Well, I'm moritifed.  It happened.  I've been called out.  Discovered, exposed, unmasked, revealed.  "J'accuse!" is ringing in my ear.  I dared to venture into the Dark Side, and it has bitten me soundly on the ass.

Here I am thinking the only people who are reading this blog are related to me by blood or by  other common traumatic experience, such as college, or grad school, or Dr. Thornberg's 10th grade chemistry class.  (Actually, I'm pretty sure those really are the only people read my blog.  I use StatCounter, I know the numbers.  But let me continue.)  Little do I realize that there are other performers here at the Fringe who engage in the same obsessive behavior I do, which is to Google one's own show on a horrifyingly regular basis.   I, myself, Google The Americans at least a half-dozen times a day.  I wouldn't accuse anyone else of being nearly so vain.
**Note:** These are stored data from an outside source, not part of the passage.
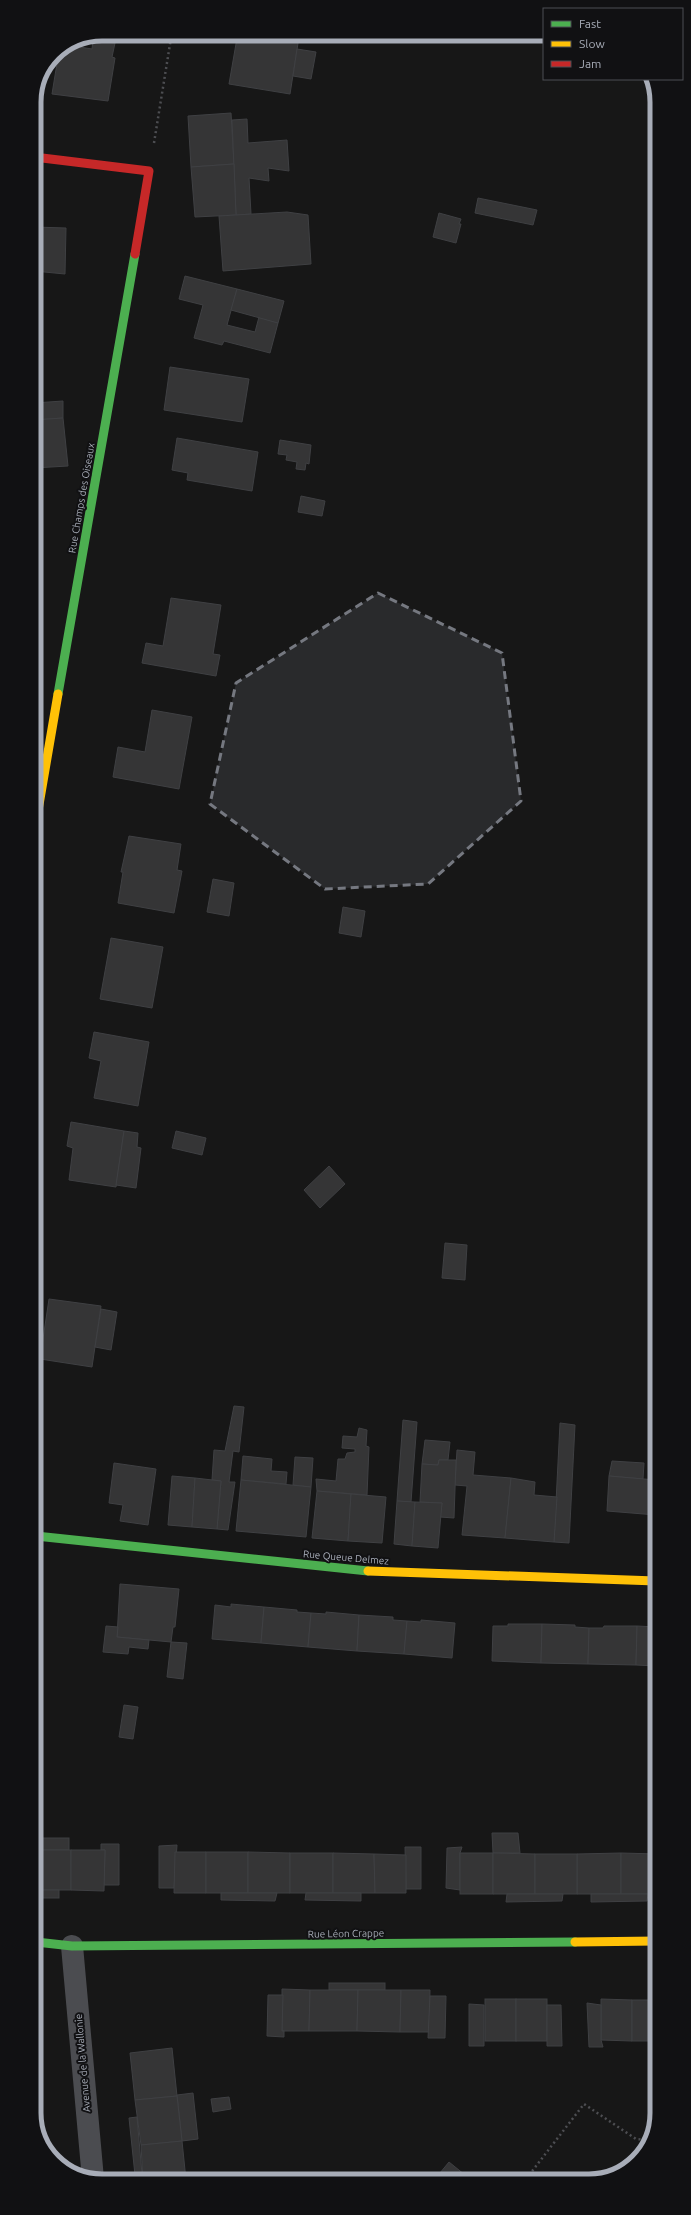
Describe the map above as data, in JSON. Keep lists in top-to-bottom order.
{
  "streets": {
    "street": [
      "Rue Champs des Oiseaux",
      "Rue Queue Delmez",
      "Rue Léon Crappe",
      "Avenue de la Wallonie"
    ]
  },
  "crossings": [
    ["Rue Léon Crappe", "Avenue de la Wallonie"]
  ],
  "legend": ["Fast", "Slow", "Jam"]
}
I think you can see where this is heading.

There I am at the Loft Bar -- the VIP bar at my venue -- when I recognize a gentleman who I'd met in passing and whose show I'd recently seen.  I hailed to him across the room, told him I liked his show, and he replied with, "Oh no you didn't, I read your blog."

Now, if you listen closely dear reader, you can hear the sound of my brother's head hanging in shame, and my father trying to hide himself under a couch cushion.

I'll spare you the details, but suffice it to say I spent the next hour reeling in hideous, appalling humiliation.  Happily, that hour and the next few were also spent in lovely, engaging conversation with said performer who could not have been more gracious and forgiving under the circumstances.  (Gracious and forgiving -- like he really cared all that deeply about what some chick wrote on her blog.  Still.)

This terrible experience has naturally led me to question whether I shouldn't just take my lumps, call it a lesson learned, and pull the review column all together.  After all, here I am dishing out "S'okays" to top-rated shows when my own humble offering has not yet broken (and might not ever) the ever-so-important four star mark.  However, when I proclaimed my intention for removing the reviews, Mr. Gracious Performer insisted I refrain, even going so far as to tell me I had integrity -- presumably because I'd readily and sincerely discussed with him my reasons for not giving his show high marks.  Nice of him to say.  I still wanted to redeem my shabby karma by their immediate removal.

All the same, at the end of the evening and for the moment, the reviews stay.  After all, I did have the instinct (and vanity -- it's a theme in this post) to share my opinions with the blogosphere in the first place, so until such time as I can give the whole matter further thought, the reviews stay.  However, you will now note, I have made some alterations to the review column:  all reviews are now prefaced with the disclaimer that, "I am just a git."

I wish Broadway Baby would have done us the same courtesy.